> _Entries shown_
......
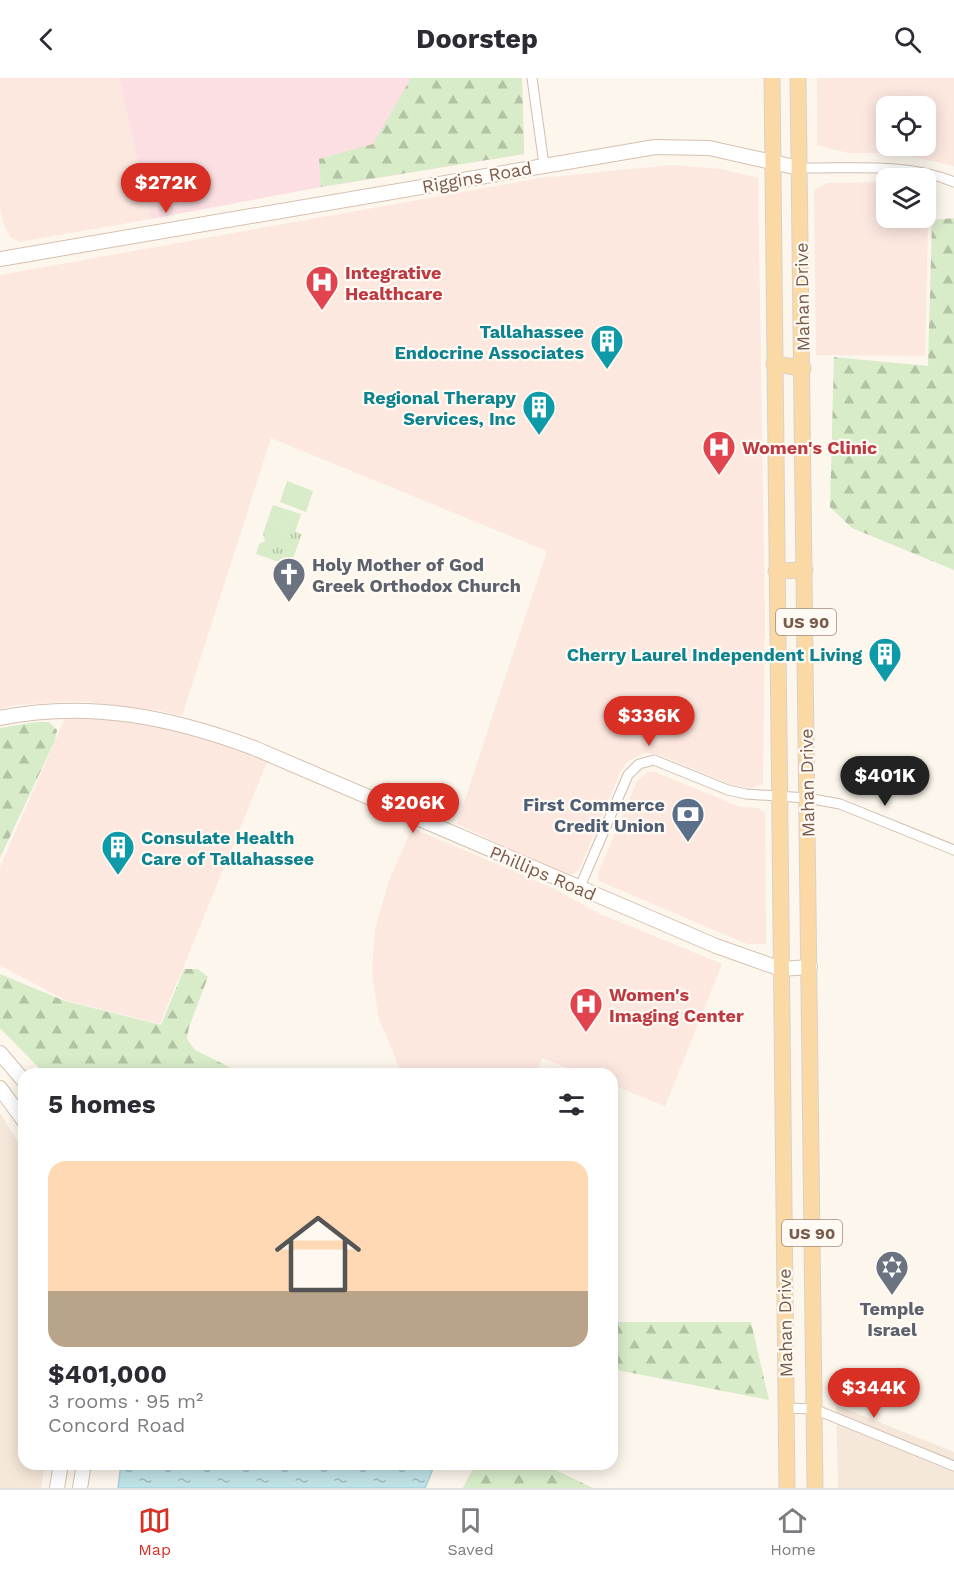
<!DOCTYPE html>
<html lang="en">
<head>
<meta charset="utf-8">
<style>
	:root { --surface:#fff; --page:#f2f2f3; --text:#2b2b33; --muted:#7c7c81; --line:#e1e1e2; --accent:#d93025 }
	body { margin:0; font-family:"Work Sans",sans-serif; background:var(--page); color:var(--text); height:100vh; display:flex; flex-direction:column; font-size:22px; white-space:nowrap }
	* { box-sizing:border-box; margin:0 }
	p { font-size:20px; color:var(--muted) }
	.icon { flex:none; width:33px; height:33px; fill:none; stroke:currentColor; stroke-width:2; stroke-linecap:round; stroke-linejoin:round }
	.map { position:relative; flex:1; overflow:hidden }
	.panel { position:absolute; left:18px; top:990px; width:600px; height:402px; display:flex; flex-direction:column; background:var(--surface); border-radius:18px; box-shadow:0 3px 15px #0003 }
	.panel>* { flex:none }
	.fabs { position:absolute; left:876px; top:18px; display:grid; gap:12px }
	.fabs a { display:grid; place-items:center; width:60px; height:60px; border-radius:12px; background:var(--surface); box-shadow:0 3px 15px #0003; font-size:30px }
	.price { position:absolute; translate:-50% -51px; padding:0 14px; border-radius:21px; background:var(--accent); color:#fff; font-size:20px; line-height:39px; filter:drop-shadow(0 2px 3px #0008) }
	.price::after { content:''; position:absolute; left:50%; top:36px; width:18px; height:14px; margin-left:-9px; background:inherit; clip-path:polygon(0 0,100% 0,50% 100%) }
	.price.current { background:#222; color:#fff }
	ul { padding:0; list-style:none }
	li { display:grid; align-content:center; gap:12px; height:318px; padding:0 30px }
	li span { display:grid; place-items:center; height:186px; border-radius:18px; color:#555 }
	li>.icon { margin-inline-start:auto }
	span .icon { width:108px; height:108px; fill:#fffc; stroke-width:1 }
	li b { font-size:26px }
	h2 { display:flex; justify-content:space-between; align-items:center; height:72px; padding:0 30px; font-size:26px }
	header { display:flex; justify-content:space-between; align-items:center; height:78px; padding:0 30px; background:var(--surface); font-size:27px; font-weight:700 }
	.dock { display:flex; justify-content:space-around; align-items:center; height:84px; border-top:2px solid var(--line); background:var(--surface); font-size:16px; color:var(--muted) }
	.dock a { display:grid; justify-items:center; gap:3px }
	.dock .current { color:var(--accent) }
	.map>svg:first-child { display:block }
	.residential { fill:#f5e8da }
	.commercial { fill:#fde8e0; fill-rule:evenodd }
	.medical { fill:#fbdfe3 }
	.grass { fill:url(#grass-tufts) }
	.forest { fill:url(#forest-firs) }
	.park { fill:#d8ecc9 }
	.water { fill:url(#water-ripples); stroke:#a5d3da; stroke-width:1.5 }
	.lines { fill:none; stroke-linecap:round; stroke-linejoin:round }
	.street-casing { stroke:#d1beb0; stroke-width:11 }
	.secondary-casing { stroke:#d6c0b0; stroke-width:16 }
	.primary-casing { stroke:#dad1cd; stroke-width:17 }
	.street { stroke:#fff; stroke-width:9 }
	.secondary { stroke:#fff; stroke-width:14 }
	.primary { stroke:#fbd9a5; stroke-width:15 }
	.labels { text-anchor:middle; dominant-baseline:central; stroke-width:4.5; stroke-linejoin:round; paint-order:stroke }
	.shield { fill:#fffaf3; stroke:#a28b7f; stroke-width:1.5 }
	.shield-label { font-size:16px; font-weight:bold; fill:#7a5c4d }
	.street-label { font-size:18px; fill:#7a5c4d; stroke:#fffaf3 }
	.health-label { font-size:18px; font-weight:bold; fill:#be3a42; stroke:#fffaf3; text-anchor:start }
	.culture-label { font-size:18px; font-weight:bold; fill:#0d838f; stroke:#fffaf3; text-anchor:end }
	.worship-label { font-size:18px; font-weight:bold; fill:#5b616d; stroke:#fffaf3; text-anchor:start }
	.service-label { font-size:18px; font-weight:bold; fill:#4e5e75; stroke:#fffaf3; text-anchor:end }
</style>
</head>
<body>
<header><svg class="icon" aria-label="back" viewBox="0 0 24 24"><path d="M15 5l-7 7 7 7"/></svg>Doorstep<svg class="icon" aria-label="search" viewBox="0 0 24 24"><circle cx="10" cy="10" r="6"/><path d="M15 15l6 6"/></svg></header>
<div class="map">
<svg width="954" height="1410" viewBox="0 0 954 1410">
	<defs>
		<pattern id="grass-tufts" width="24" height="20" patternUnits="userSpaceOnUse" patternTransform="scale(1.5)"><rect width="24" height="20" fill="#d8ecc9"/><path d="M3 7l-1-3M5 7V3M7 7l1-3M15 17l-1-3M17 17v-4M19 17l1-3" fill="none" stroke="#b4c2a5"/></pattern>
		<pattern id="forest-firs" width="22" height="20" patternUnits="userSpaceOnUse" patternTransform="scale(1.5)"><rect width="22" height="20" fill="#d8ecc9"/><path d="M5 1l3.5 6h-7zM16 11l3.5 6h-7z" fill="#b4c2a5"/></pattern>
		<pattern id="water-ripples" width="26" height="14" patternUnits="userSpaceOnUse" patternTransform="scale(1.5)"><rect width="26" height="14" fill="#bfe3e8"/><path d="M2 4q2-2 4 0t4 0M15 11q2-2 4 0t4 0" fill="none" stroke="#a0bbbe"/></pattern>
	</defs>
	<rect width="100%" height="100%" fill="#fdf6ec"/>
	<g class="residential">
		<path d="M 0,1035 L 24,1074 L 24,1386 L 45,1386 L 41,1410 L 0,1410 Z"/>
		<path d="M 836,1327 L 954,1374 L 954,1410 L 838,1410 Z"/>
	</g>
	<g class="commercial">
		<path d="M 0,0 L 119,0 L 151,141 L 19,164 L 10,159 L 3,144 L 0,129 Z"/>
		<path d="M 817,0 L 954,0 L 954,88 L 897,75 L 848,75 L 817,67 ZM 886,28 L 926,28 L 926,68 L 886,68 Z"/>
		<path d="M 671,87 L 721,91 L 758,100 L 765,539 L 763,706 L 751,710 L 735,708 L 657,676 L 644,675 L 628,683 L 621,692 L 579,792 L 571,797 L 564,796 L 457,746 L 547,473 L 271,360 L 182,638 L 156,632 L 79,623 L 16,627 L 0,631 L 0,197 L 540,100 Z"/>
		<path d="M 886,104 L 886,140 L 926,140 L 926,108 L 929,108 L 925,278 L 816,277 L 814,112 L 827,105 Z"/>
		<path d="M 66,638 L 153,646 L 195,656 L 267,684 L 160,946 L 64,922 L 0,887 L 0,789 Z"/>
		<path d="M 648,694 L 655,694 L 740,729 L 758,730 L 765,735 L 766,866 L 747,866 L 599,803 L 598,795 L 637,703 Z"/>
		<path d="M 412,750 L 555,811 L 598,835 L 722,886 L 665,1028 L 612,1007 L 612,996 L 583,996 L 542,980 L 536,996 L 402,996 L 378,938 L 372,893 L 375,851 L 389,803 Z"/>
	</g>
	<path class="medical" d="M 119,0 L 522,0 L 524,76 L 321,109 L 151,141 Z"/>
	<path class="grass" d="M 267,444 L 302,456 L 290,488 L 256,476 L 259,466 L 265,463 L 263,455 Z"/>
	<g class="forest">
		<path d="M 411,0 L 522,0 L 524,76 L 321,109 L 319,81 L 373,66 Z"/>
		<path d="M 954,140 L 954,492 L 852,450 L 830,429 L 834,279 L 928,288 L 932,142 Z"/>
		<path d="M 36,644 L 49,644 L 57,652 L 55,662 L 0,780 L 0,650 Z"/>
		<path d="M 184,891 L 198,891 L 208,899 L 189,949 L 187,961 L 195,972 L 243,996 L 45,996 L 0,950 L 0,896 L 65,923 L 161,947 Z"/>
		<path d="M 612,1244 L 751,1244 L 769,1322 L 612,1291 Z"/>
		<path d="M 475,1386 L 543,1386 L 593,1410 L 463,1410 Z"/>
	</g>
	<g class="park">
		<path d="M 287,403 L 313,413 L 306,434 L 280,424 Z"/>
		<path d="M 273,427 L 301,436 L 295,454 L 267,444 Z"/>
	</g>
	<path class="water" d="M 121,1386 L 435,1386 L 425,1410 L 118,1410 Z"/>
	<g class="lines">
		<defs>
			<g id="street">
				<path d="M 532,0 L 544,87"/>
				<path d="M 799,90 C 849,91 907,84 954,104"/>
				<path d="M 579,811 L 628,697 L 639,686 L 654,682 L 728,712 L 746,716 L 807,720 L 840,726 L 954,772"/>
				<path d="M 786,1330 L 814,1331 L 954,1388"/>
			</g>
			<g id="secondary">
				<path d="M 0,181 L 655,69 L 709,70 L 799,90"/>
				<path d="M 0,640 C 88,622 171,639 254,670 L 716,868 L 781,891 L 810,889"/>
				<path d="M 0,975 L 24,1003"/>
				<path d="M 0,1010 L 24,1043"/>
				<path d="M 57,1410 L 61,1386"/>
				<path d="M 80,1410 L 84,1386"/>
			</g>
			<g id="primary">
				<path d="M 772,0 L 787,1410"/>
				<path d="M 798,0 L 815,1410"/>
				<path d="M 774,286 L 803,290"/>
				<path d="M 776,493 L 805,492"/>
			</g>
		</defs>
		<use href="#street" class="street-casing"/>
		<use href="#secondary" class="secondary-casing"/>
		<use href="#primary" class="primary-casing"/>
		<use href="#street" class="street"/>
		<use href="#secondary" class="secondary"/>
		<use href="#primary" class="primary"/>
	</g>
	<defs>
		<symbol id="hospital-pin" viewBox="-11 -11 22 30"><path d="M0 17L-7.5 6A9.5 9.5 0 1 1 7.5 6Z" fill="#e0444e" stroke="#fffaf3"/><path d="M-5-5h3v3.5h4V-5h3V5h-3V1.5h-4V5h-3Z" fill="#fff"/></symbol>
		<symbol id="building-pin" viewBox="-11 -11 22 30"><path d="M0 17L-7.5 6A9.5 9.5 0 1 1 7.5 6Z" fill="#0f9aa8" stroke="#fffaf3"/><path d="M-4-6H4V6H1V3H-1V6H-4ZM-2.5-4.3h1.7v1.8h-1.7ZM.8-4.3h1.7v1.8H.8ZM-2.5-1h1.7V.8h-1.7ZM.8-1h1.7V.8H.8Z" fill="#fff"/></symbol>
		<symbol id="church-pin" viewBox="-11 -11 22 30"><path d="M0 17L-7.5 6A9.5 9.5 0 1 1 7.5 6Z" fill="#6b7280" stroke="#fffaf3"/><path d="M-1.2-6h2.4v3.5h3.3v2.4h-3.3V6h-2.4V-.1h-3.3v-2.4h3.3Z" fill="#fff"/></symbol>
		<symbol id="bank-pin" viewBox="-11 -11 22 30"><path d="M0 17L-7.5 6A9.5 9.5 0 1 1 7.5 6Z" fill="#5c6f8a" stroke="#fffaf3"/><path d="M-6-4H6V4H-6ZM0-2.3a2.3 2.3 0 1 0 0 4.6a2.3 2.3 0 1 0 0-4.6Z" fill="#fff"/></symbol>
		<symbol id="synagogue-pin" viewBox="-11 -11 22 30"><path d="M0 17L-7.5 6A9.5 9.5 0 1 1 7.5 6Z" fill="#6b7280" stroke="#fffaf3"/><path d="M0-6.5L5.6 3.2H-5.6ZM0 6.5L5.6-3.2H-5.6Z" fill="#fff"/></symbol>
	</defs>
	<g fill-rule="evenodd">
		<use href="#hospital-pin" x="303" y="185" width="38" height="52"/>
		<use href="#building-pin" x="588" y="244" width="38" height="52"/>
		<use href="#building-pin" x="520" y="310" width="38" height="52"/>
		<use href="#hospital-pin" x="700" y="350" width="38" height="52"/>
		<use href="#church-pin" x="270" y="477" width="38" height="52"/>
		<use href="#building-pin" x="866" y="557" width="38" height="52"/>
		<use href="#bank-pin" x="669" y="717" width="38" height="52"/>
		<use href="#building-pin" x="99" y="750" width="38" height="52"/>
		<use href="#hospital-pin" x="567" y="907" width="38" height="52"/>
		<use href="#synagogue-pin" x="873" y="1170" width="38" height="52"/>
	</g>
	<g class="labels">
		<g class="shield">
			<rect x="776" y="531" width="60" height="26" rx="4.5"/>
			<rect x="782" y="1142" width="60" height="26" rx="4.5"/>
		</g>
		<g class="shield-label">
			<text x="806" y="544">US 90</text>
			<text x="812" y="1155">US 90</text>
		</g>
		<g class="street-label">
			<text transform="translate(477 99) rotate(-10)">Riggins Road</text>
			<text transform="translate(802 219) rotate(-91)">Mahan Drive</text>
			<text transform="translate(807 705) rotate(-91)">Mahan Drive</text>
			<text transform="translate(543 795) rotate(23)">Phillips Road</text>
			<text transform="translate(785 1245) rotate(-91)">Mahan Drive</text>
		</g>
		<g class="health-label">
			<text x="345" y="194">Integrative<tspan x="345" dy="21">Healthcare</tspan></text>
			<text x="742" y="369">Women's Clinic</text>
			<text x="609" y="916">Women's<tspan x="609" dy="21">Imaging Center</tspan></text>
		</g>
		<g class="culture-label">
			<text x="584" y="253">Tallahassee<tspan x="584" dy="21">Endocrine Associates</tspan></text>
			<text x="516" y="319">Regional Therapy<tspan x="516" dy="21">Services, Inc</tspan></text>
			<text x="862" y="576">Cherry Laurel Independent Living</text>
			<text x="141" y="759" text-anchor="start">Consulate Health<tspan x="141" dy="21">Care of Tallahassee</tspan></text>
		</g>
		<g class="worship-label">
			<text x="312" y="486">Holy Mother of God<tspan x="312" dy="21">Greek Orthodox Church</tspan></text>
			<text x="892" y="1230" text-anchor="middle">Temple<tspan x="892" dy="21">Israel</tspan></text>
		</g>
		<g class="service-label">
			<text x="665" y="726">First Commerce<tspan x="665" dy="21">Credit Union</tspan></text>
		</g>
	</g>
</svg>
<div class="fabs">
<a><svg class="icon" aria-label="locate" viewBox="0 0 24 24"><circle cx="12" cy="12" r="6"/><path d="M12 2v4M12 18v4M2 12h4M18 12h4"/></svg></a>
<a><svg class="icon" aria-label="layers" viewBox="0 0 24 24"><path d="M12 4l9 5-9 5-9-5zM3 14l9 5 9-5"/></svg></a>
</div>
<b class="price" style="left:166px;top:136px">$272K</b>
<b class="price" style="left:649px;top:669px">$336K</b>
<b class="price current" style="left:885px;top:729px">$401K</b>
<b class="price" style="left:413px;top:756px">$206K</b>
<b class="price" style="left:874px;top:1341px">$344K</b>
<section class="panel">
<h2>5 homes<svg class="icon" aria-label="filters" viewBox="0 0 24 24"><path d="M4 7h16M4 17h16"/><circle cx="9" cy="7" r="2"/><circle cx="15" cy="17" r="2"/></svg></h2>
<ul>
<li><span style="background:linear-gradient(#ffd9b3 70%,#b9a48a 0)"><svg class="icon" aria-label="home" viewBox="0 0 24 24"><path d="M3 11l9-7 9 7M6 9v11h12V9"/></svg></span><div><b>$401,000</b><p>3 rooms · 95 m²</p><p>Concord Road</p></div></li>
</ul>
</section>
</div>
<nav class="dock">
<a class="current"><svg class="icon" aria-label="map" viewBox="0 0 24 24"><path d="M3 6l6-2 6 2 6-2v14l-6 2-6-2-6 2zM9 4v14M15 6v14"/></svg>Map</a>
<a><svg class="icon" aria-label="saved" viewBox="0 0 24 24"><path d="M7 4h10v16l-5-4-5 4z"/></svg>Saved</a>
<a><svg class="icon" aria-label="home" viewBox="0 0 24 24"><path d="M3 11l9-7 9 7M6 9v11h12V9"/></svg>Home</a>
</nav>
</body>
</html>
......
> _Goal of the exercise_
Match on "casing": copy every line in the records that has it.

> _Answer to the exercise_
	.street-casing { stroke:#d1beb0; stroke-width:11 }
	.secondary-casing { stroke:#d6c0b0; stroke-width:16 }
	.primary-casing { stroke:#dad1cd; stroke-width:17 }
		<use href="#street" class="street-casing"/>
		<use href="#secondary" class="secondary-casing"/>
		<use href="#primary" class="primary-casing"/>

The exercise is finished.